Records for the task below:

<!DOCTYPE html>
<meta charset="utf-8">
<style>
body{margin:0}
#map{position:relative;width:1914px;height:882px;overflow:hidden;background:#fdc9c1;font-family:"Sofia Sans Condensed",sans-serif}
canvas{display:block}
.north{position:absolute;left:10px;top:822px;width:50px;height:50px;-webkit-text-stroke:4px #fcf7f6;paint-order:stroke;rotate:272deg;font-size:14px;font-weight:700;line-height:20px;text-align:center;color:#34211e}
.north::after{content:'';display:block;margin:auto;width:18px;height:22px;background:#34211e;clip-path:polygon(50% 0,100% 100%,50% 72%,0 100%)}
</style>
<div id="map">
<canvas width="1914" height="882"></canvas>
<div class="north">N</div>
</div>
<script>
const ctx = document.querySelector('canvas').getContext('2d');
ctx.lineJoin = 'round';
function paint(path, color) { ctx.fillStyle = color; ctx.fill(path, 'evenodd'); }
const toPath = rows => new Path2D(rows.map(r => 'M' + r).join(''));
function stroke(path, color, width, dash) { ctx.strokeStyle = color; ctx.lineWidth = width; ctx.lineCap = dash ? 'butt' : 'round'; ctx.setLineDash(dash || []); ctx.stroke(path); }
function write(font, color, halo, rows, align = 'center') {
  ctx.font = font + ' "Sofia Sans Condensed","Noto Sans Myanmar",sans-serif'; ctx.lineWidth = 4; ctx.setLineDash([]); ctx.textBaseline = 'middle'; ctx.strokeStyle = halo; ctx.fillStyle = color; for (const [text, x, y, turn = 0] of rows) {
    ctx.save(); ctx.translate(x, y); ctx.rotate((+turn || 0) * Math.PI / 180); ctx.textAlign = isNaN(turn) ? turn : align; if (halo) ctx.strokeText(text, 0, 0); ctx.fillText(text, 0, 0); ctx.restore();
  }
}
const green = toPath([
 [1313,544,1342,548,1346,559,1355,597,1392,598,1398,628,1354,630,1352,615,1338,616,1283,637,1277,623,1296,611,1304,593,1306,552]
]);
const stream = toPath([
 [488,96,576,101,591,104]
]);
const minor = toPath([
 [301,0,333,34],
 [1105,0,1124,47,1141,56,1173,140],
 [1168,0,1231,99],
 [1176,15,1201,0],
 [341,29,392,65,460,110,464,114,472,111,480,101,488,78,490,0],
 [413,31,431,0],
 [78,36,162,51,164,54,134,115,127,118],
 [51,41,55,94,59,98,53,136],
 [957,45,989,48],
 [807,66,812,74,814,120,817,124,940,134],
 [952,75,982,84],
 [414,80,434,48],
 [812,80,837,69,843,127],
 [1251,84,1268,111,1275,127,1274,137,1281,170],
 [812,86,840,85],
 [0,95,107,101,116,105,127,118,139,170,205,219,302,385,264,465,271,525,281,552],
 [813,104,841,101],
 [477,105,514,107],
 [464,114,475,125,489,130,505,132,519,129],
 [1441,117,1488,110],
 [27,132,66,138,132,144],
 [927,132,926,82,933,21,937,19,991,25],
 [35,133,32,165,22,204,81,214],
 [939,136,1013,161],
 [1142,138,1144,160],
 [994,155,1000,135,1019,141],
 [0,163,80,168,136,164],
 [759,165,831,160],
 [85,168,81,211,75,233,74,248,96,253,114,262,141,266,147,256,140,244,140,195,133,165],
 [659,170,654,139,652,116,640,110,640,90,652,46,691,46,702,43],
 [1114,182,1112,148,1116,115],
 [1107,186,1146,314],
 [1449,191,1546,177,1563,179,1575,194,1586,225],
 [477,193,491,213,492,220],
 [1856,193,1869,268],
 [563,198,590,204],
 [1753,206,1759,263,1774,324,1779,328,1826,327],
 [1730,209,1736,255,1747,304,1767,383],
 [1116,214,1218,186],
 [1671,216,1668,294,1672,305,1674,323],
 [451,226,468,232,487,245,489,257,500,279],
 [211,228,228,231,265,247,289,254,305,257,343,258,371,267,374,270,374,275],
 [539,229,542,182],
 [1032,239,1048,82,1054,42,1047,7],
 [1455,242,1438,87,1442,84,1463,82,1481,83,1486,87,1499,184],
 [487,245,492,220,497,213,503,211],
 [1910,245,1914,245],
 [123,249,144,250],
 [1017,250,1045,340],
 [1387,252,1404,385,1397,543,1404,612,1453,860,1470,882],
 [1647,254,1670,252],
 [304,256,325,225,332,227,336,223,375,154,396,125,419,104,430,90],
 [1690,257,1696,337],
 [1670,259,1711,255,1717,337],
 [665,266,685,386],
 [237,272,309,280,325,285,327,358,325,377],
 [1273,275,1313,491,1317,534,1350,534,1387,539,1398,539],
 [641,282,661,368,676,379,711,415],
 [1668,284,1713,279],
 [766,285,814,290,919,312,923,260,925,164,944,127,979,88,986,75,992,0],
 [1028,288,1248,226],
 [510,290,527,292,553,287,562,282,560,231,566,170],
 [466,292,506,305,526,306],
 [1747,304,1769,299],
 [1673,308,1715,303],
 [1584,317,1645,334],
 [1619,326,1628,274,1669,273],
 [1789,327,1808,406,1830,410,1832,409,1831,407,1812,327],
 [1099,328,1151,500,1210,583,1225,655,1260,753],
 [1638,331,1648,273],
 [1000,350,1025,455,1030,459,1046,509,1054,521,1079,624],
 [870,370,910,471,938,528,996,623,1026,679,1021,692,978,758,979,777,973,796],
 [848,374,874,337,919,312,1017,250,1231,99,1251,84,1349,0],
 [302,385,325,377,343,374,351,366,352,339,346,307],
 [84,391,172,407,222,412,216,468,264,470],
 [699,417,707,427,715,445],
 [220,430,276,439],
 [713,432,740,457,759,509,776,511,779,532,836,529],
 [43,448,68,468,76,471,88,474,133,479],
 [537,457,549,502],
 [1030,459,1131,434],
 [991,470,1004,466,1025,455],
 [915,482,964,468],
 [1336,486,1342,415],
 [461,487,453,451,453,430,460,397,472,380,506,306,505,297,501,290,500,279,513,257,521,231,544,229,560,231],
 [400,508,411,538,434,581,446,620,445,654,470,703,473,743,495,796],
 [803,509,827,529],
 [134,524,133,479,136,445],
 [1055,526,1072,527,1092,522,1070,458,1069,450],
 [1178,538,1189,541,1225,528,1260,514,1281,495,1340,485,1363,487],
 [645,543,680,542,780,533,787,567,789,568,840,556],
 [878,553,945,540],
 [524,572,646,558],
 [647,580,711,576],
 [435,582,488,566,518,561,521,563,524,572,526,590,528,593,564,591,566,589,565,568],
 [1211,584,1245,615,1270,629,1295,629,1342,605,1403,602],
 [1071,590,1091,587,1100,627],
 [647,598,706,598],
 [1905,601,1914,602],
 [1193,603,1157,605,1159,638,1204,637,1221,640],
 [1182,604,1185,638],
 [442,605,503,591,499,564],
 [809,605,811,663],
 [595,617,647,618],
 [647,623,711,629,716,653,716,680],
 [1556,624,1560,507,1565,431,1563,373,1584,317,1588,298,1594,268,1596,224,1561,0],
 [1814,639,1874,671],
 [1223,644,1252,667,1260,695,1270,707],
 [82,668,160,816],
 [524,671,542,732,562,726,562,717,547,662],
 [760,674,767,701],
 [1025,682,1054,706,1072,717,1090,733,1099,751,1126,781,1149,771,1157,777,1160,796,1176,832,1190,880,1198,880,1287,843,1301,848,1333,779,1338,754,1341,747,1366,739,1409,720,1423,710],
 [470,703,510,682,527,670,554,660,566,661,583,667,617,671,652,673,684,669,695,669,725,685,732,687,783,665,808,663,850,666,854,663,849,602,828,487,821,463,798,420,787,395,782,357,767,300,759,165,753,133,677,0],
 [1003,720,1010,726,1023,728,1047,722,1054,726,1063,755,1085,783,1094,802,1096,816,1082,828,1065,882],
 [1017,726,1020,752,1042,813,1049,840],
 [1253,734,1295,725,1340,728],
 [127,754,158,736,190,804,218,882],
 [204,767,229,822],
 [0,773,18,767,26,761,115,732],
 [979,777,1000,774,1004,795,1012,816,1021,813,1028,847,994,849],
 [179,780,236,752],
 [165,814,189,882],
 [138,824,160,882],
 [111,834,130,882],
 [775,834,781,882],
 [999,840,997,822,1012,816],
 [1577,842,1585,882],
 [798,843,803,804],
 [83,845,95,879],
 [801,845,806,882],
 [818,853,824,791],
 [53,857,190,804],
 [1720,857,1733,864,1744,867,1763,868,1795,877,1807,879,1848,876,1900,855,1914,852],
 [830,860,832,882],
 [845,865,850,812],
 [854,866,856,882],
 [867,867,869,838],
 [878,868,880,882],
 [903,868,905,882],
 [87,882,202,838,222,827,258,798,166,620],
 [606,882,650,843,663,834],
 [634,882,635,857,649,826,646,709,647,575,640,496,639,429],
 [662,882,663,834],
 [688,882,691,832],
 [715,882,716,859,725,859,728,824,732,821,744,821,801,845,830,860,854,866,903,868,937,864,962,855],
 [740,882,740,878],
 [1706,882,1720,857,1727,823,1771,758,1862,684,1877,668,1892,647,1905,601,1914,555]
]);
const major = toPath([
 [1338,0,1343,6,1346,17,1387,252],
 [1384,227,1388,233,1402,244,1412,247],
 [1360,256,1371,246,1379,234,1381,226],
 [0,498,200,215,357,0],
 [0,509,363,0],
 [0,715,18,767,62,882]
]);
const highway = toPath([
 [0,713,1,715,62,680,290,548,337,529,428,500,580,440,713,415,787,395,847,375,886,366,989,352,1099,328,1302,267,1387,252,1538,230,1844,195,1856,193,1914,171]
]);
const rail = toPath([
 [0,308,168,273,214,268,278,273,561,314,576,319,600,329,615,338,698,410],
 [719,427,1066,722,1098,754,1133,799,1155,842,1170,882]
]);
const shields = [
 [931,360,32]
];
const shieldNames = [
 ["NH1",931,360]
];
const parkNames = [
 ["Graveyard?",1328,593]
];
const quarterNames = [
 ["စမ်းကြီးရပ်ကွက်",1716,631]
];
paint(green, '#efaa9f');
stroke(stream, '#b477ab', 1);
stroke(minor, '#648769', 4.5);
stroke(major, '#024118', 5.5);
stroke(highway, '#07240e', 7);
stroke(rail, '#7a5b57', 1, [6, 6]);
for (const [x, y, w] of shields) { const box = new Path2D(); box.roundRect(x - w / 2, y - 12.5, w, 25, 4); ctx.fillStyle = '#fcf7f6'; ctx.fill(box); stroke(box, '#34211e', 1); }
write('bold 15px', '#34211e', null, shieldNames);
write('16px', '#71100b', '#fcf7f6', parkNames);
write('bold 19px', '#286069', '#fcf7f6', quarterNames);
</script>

End of Records for the task.

Collect every line with the string "lineWidth" from the records, and copy each.

function stroke(path, color, width, dash) { ctx.strokeStyle = color; ctx.lineWidth = width; ctx.lineCap = dash ? 'butt' : 'round'; ctx.setLineDash(dash || []); ctx.stroke(path); }
  ctx.font = font + ' "Sofia Sans Condensed","Noto Sans Myanmar",sans-serif'; ctx.lineWidth = 4; ctx.setLineDash([]); ctx.textBaseline = 'middle'; ctx.strokeStyle = halo; ctx.fillStyle = color; for (const [text, x, y, turn = 0] of rows) {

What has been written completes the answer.